Pertencem à ordem metafísica não só os seres algum dia existentes, como também em geral todos os seres capazes de existir, embora nunca existam (o meramente possível, os puros possíveis; contra Spinoza e os panteístas). Os possíveis não são o nada absoluto, pois o nada absoluto não pode existir, nem ser definido, nem ser diferenciado de outro nada por características determinadas, ao passo que acerca do possível se podem formular estas afirmações. Tampouco os possíveis são meros entes de razão, uma vez que por sua essência também podem ser reais fora da mente. Todavia aos possíveis não compete por si qualquer espécie de existência diminuída, visto que entre existir e não existir não há termo médio. Os possíveis têm seu último fundamento em Deus, que se encontra fora da esfera do puro possível, porque nele coincidem a possibilidade e a realidade. A esfera do possível não depende da ordem do ser facticamente realizado, nem de nosso entendimento, mas de Deus, cujo ser é a fonte de todo ser finito, e cuja inteligência constitui a medida de todas as coisas. Pelo que, a possibilidade intrínseca não é pura possibilidade lógica (contra Kant), mas é também possibilidade metafísica de existir. Ao logicamente possível ou pensável opõe Kant o realmente possível ou o intuitivo. Kant não conhece uma possibilidade não intuitiva e todavia real.
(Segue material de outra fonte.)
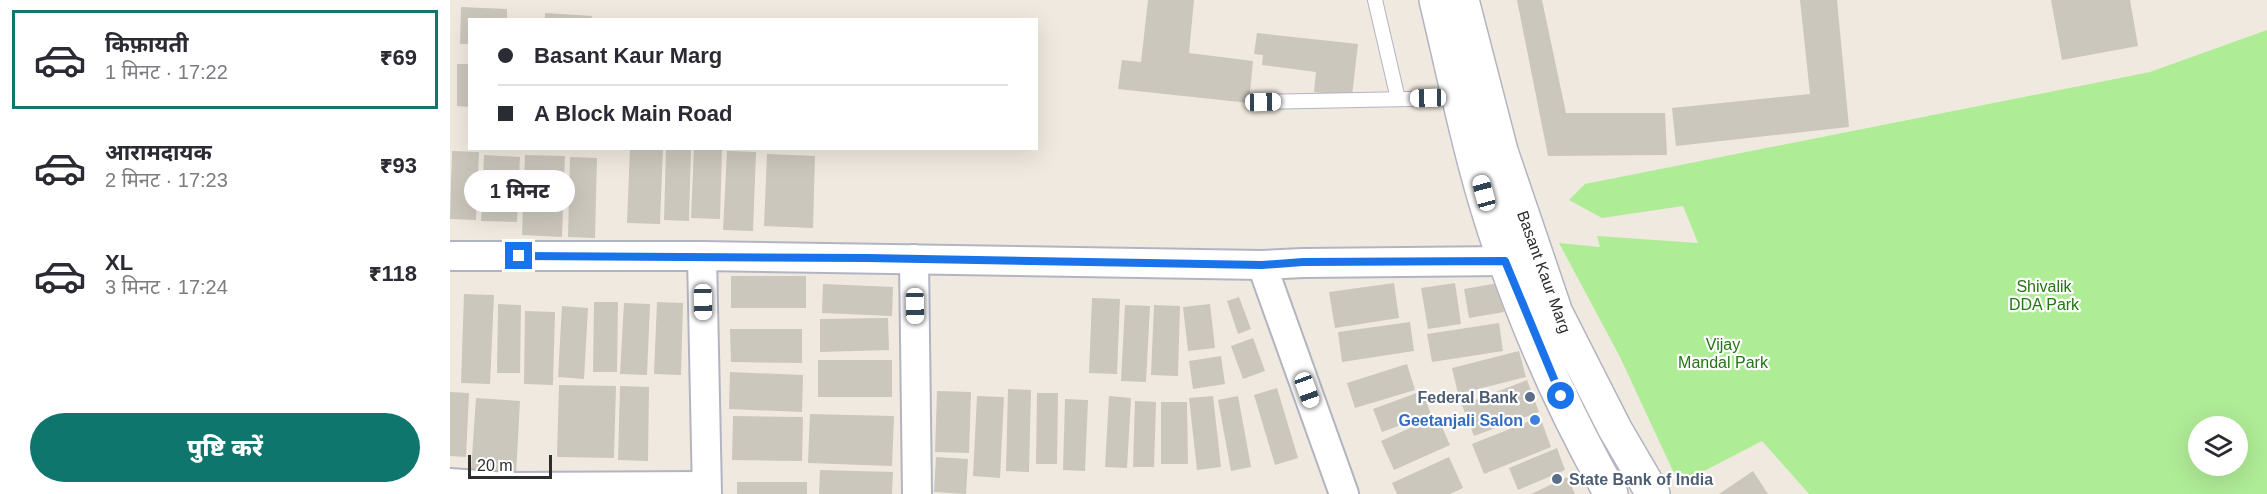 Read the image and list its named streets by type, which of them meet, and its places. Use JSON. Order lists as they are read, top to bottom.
{
  "streets": {
    "main road": ["Basant Kaur Marg"]
  },
  "parks": ["Shivalik DDA Park", "Vijay Mandal Park"],
  "places": ["Federal Bank", "Geetanjali Salon", "State Bank of India"],
  "scale_bar": "20 m",
  "page": {
    "list": [
      {
        "name": "किफ़ायती",
        "note": "1 मिनट · 17:22",
        "value": "₹69"
      },
      {
        "name": "आरामदायक",
        "note": "2 मिनट · 17:23",
        "value": "₹93"
      },
      {
        "name": "XL",
        "note": "3 मिनट · 17:24",
        "value": "₹118"
      }
    ],
    "banner": ["Basant Kaur Marg", "A Block Main Road"],
    "bubble": "1 मिनट",
    "buttons": "पुष्टि करें",
    "scale": "20 m"
  }
} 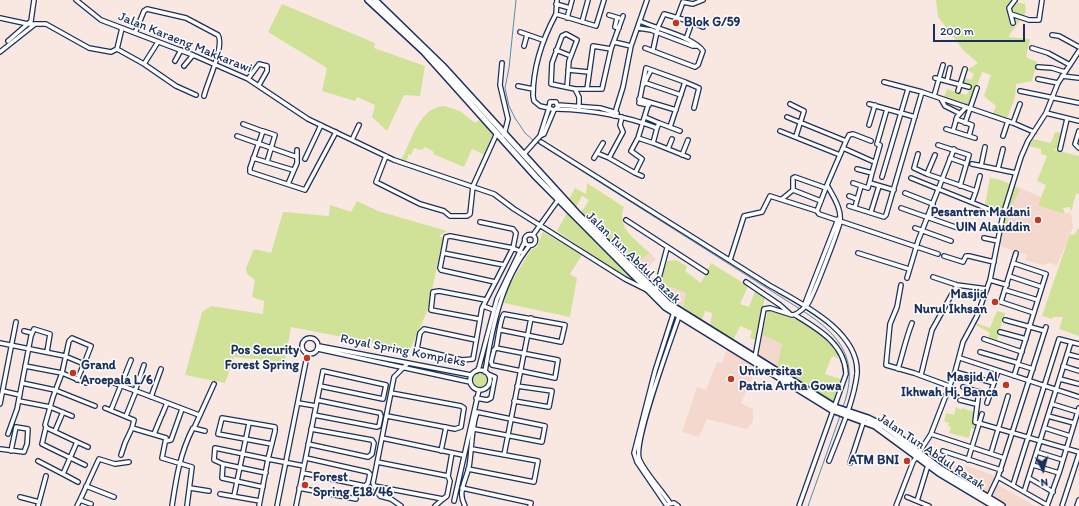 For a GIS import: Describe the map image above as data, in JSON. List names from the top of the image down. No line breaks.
{"streets":{"main road":["Jalan Tun Abdul Razak"],"street":["Jalan Karaeng Makkarawi","Royal Spring Kompleks"]},"crossings":[["Jalan Karaeng Makkarawi","Jalan Tun Abdul Razak"],["Jalan Karaeng Makkarawi","Royal Spring Kompleks"],["Jalan Tun Abdul Razak","Royal Spring Kompleks"]],"places":["Blok G/59","Pesantren Madani UIN Alauddin","Masjid Nurul Ikhsan","Pos Security Forest Spring","Grand Aroepala L/6","Universitas Patria Artha Gowa","Masjid Al Ikhwah Hj. Banca","ATM BNI","Forest Spring E18/46"],"scale_bar":"200 m","north":"bottom"} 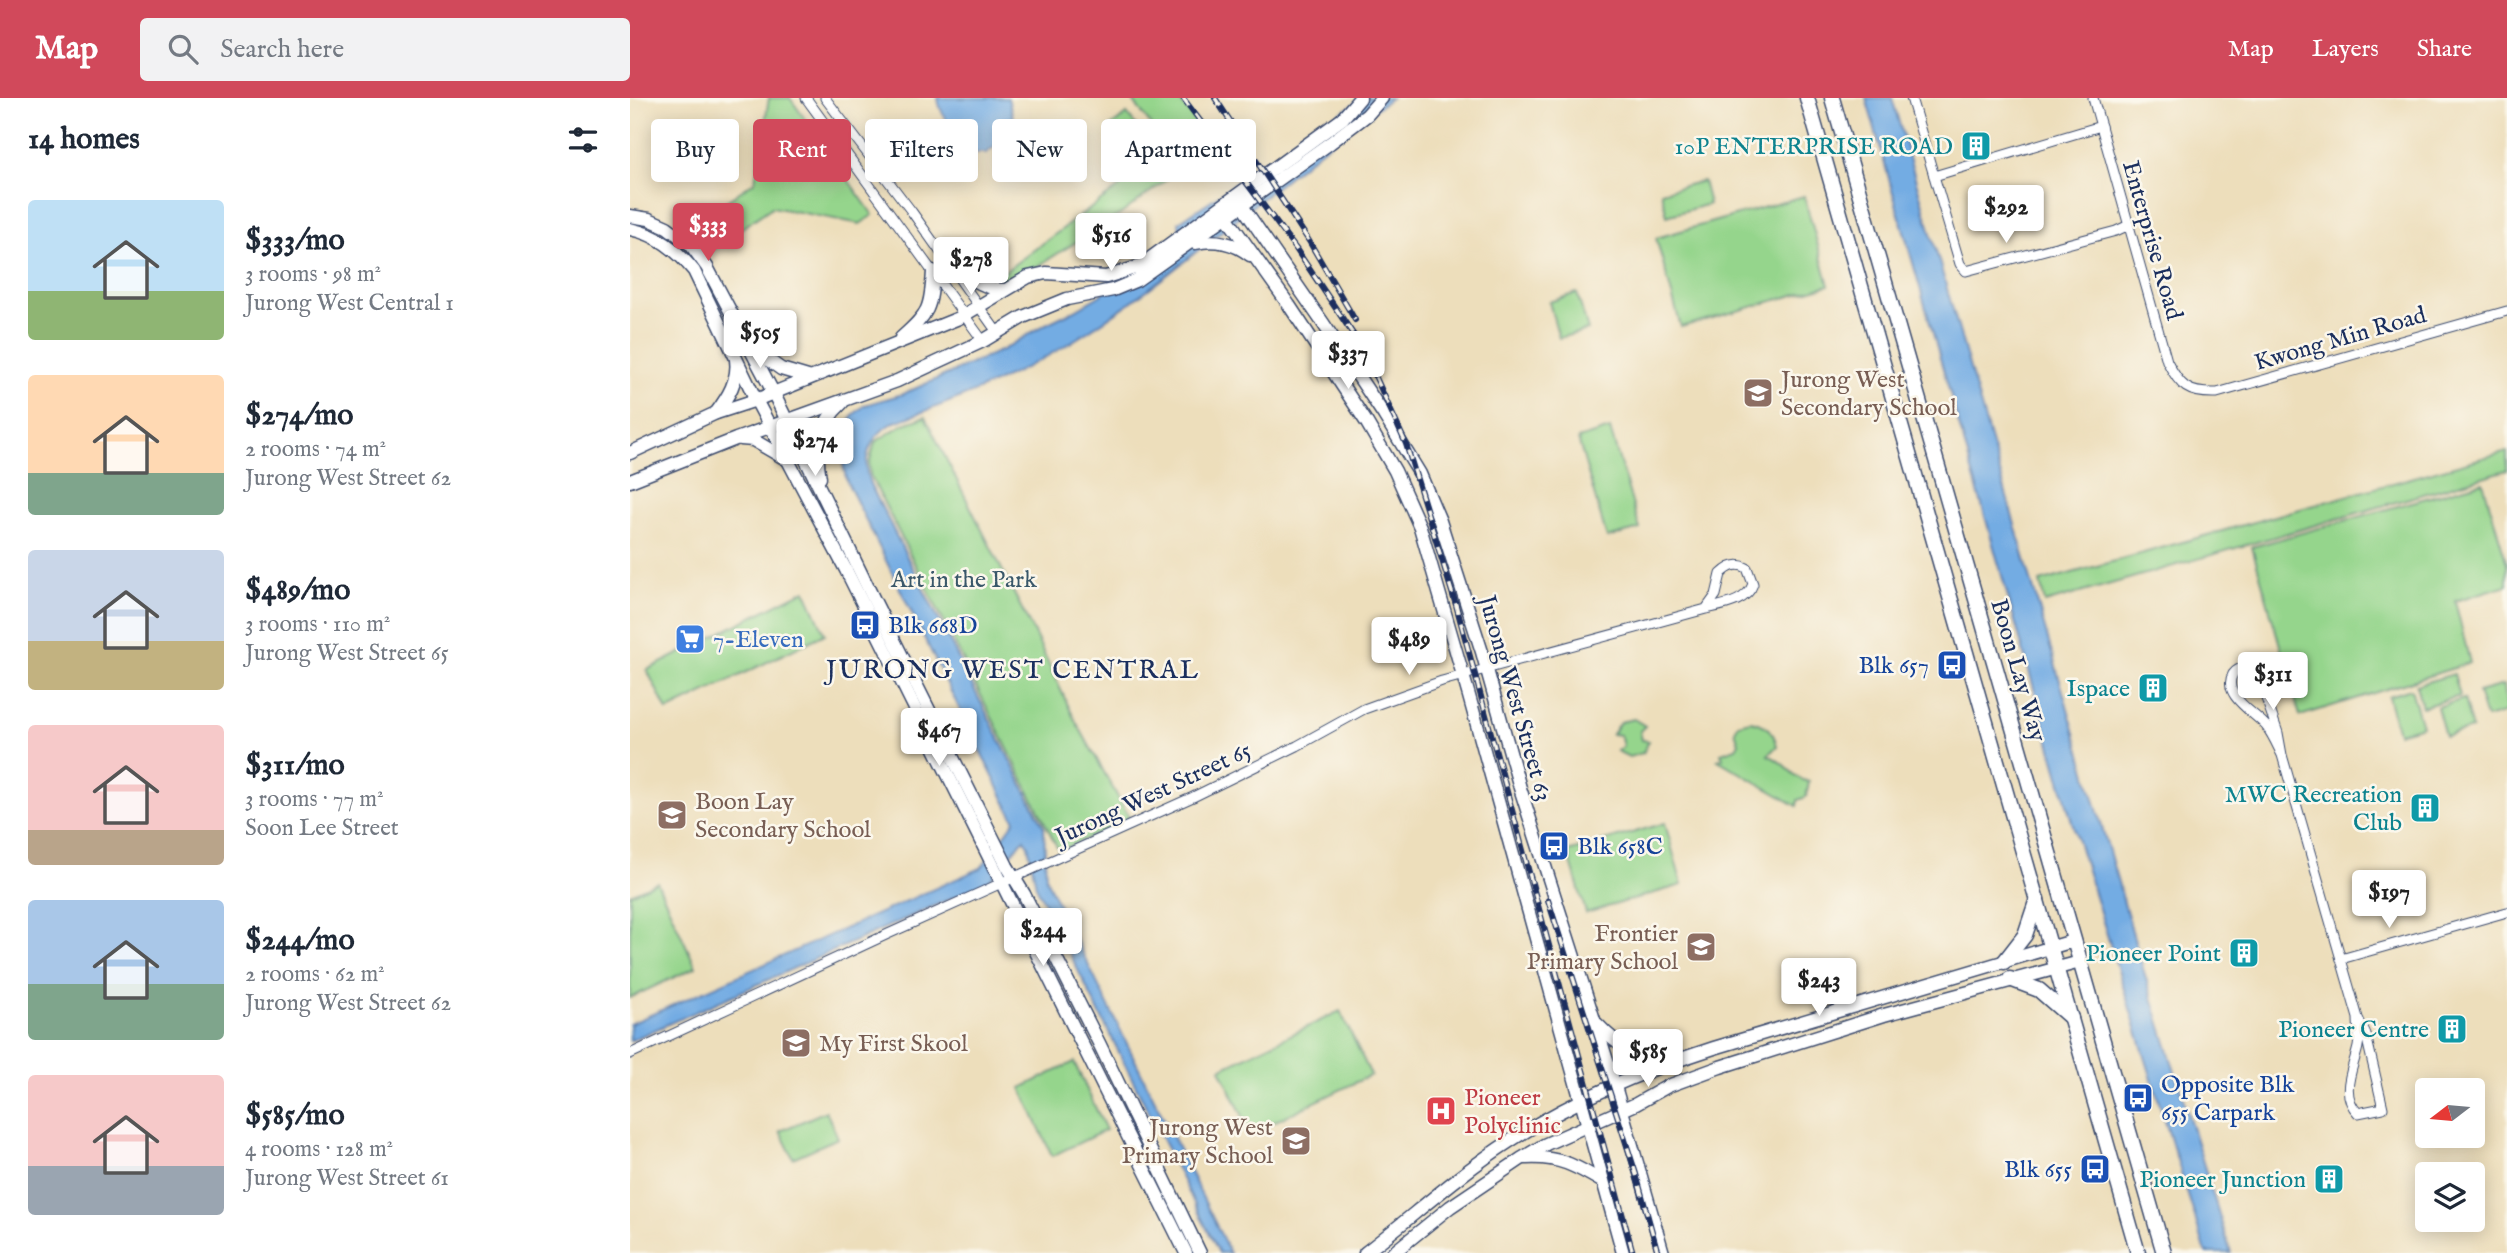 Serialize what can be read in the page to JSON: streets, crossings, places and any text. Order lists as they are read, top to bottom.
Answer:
{
  "streets": {
    "main road": ["Boon Lay Way"],
    "street": [
      "Enterprise Road",
      "Kwong Min Road",
      "Jurong West Street 63",
      "Jurong West Street 65"
    ]
  },
  "crossings": [
    ["Enterprise Road", "Kwong Min Road"],
    ["Jurong West Street 63", "Jurong West Street 65"]
  ],
  "districts": ["JURONG WEST CENTRAL"],
  "parks": ["Art in the Park"],
  "places": {
    "building": [
      "10P ENTERPRISE ROAD",
      "Ispace",
      "MWC Recreation Club",
      "Pioneer Point",
      "Pioneer Centre",
      "Pioneer Junction"
    ],
    "school or university": [
      "Jurong West Secondary School",
      "Boon Lay Secondary School",
      "Frontier Primary School",
      "My First Skool",
      "Jurong West Primary School"
    ],
    "bus stop": [
      "Blk 668D",
      "Blk 657",
      "Blk 658C",
      "Opposite Blk 655 Carpark",
      "Blk 655"
    ],
    "supermarket": ["7-Eleven"],
    "hospital": ["Pioneer Polyclinic"]
  },
  "north": "left",
  "page": {
    "header": "Map",
    "search": "Search here",
    "nav": ["Map", "Layers", "Share"],
    "heading": "14 homes",
    "chip": [
      "Buy",
      "Rent",
      "Filters",
      "New",
      "Apartment"
    ],
    "list": [
      {
        "name": "$333/mo",
        "note": "3 rooms · 98 m² · Jurong West Central 1"
      },
      {
        "name": "$274/mo",
        "note": "2 rooms · 74 m² · Jurong West Street 62"
      },
      {
        "name": "$489/mo",
        "note": "3 rooms · 110 m² · Jurong West Street 65"
      },
      {
        "name": "$311/mo",
        "note": "3 rooms · 77 m² · Soon Lee Street"
      },
      {
        "name": "$244/mo",
        "note": "2 rooms · 62 m² · Jurong West Street 62"
      },
      {
        "name": "$585/mo",
        "note": "4 rooms · 128 m² · Jurong West Street 61"
      }
    ],
    "price": [
      "$292",
      "$333",
      "$516",
      "$278",
      "$505",
      "$337",
      "$274",
      "$489",
      "$311",
      "$467",
      "$197",
      "$244",
      "$243",
      "$585"
    ]
  }
}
Embora a possibilidade extrínseca do ser finito se funde na onipotência de Deus, todavia esta não é o fundamento último da possibilidade intrínseca (contra Occam). Também a possibilidade intrínseca não depende da vontade ou do arbítrio de Deus (contra Descartes). Pelo contrário, a onipotência e a vontade eletiva de Deus) pressupõem a possibilidade intrínseca do ser finito. A razão, pela qual o possível pertence à ordem ontológica, é a essência imutável de Deus, ou seja, a vinculação do possível com o ser necessário. Pelo contrário, a marca do possível com a peculiaridade correspondente a cada caso estriba no conhecimento, a um tempo, criador e necessário de Deus, que pode exprimir sua perfeição na imagem do finito, de maneiras infinitamente novas (ideia). — Brugger.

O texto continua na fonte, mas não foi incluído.